Symphony No 2 'Resurrection' (1894)
Mahler’s Second Symphony was already begun before his First had received its première. Indeed, the composition in 1888 of a movement in C minor, later to become the first movement of the Second Symphony, seems to have overlapped with the completion of the First. It shares with the Finale of the First the same tone of high drama and desperate heroic struggle, but now played out on a grander, more objective scale. Moreover, there is good evidence to suggest that it had its origins in the same upheavals of Mahler’s life—not least, the ending of his affair with Marion von Weber. By the autumn of 1888, Mahler had decided that this movement was a single-movement symphonic poem, which he called Todtenfeier (Funeral Rites). The scholar Stephen Hefling has shown that the title and the mood are probably derived from the long dramatic poem, Dziady, by the Polish poet, Adam Mickiewicz, translated by Mahler’s close friend, Siegfried Lipiner, early in 1887. And, much later, after the symphonic poem had become the first movement of the Second Symphony, Mahler specifically underlined the overlap between the two works, insisting that in this movement ‘it is the hero of my D major symphony [the First] whom I bear to the grave’.
So why, if the huge first movement was already in place by the summer of 1888, did it take Mahler seven years to bring his Second Symphony to completion? The disappointing reception of his First, in 1889, may well have been a factor, and he was certainly preoccupied with forging his career as a conductor (he became Director of the Royal Hungarian Opera in Budapest, 1889, and Principal Conductor at Hamburg Stadttheater in 1891).
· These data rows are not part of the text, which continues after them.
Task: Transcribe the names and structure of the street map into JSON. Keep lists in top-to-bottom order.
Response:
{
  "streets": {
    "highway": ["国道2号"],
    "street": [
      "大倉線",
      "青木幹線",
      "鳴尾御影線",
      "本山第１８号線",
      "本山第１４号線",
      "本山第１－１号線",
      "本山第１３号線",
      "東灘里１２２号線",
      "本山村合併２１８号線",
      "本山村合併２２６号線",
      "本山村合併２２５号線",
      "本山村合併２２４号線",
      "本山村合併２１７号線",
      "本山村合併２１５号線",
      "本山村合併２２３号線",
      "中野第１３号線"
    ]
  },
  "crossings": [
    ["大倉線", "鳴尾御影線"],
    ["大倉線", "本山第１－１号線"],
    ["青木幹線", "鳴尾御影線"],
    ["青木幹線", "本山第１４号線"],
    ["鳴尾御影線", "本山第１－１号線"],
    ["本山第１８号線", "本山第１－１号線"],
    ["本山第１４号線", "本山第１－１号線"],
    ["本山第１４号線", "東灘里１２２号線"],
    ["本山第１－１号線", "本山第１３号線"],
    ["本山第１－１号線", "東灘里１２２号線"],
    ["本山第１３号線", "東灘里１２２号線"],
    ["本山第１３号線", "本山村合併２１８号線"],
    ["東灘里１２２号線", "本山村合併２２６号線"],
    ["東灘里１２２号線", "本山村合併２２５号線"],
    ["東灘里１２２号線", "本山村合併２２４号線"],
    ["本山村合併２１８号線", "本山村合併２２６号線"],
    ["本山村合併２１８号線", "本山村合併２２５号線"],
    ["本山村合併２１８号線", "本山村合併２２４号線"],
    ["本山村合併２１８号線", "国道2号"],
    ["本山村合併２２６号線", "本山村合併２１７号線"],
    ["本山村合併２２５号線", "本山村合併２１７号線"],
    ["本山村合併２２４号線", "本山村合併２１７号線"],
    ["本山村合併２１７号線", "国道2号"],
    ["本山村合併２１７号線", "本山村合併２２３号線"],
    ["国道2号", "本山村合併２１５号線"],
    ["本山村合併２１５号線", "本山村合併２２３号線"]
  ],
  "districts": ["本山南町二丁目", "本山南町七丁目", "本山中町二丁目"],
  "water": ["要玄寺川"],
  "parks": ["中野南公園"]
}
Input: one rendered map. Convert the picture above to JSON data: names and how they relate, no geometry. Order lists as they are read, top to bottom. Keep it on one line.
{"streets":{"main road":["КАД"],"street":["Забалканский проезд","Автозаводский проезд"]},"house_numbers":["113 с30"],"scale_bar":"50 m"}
But with the revision of his First Symphony in 1893, and the promise of a second performance, he seems to have returned to the idea of a second symphony. In the intervening years Mahler was certainly not inactive as a composer. This is the period in which he wrote the majority of his Wunderhorn songs, a first group for voice and piano, and a second group conceived as orchestral songs. And it was through the Wunderhorn settings that Mahler seems to have found his way back to symphonic composition.
He spent the summer of 1893 in the small village of Steinbach on the Attersee (one of the beautiful lakes of Austria’s Salzkammergut region). As he turned 33 years old that July, Mahler had written two ‘symphonic poems’ and some songs, but nothing currently designated as a symphony. The day after his birthday, he completed the Wunderhorn song Des Antonius von Padua Fischpredigt and, within eight days, had turned it into the symphonic Scherzo that would become the third movement of the Second Symphony. A few days later he completed his setting of ‘Urlicht’, which would become the fourth movement, and by the end of July he had completed the genial Ländler movement that would become the second (based on two themes sketched back in the summer of 1888).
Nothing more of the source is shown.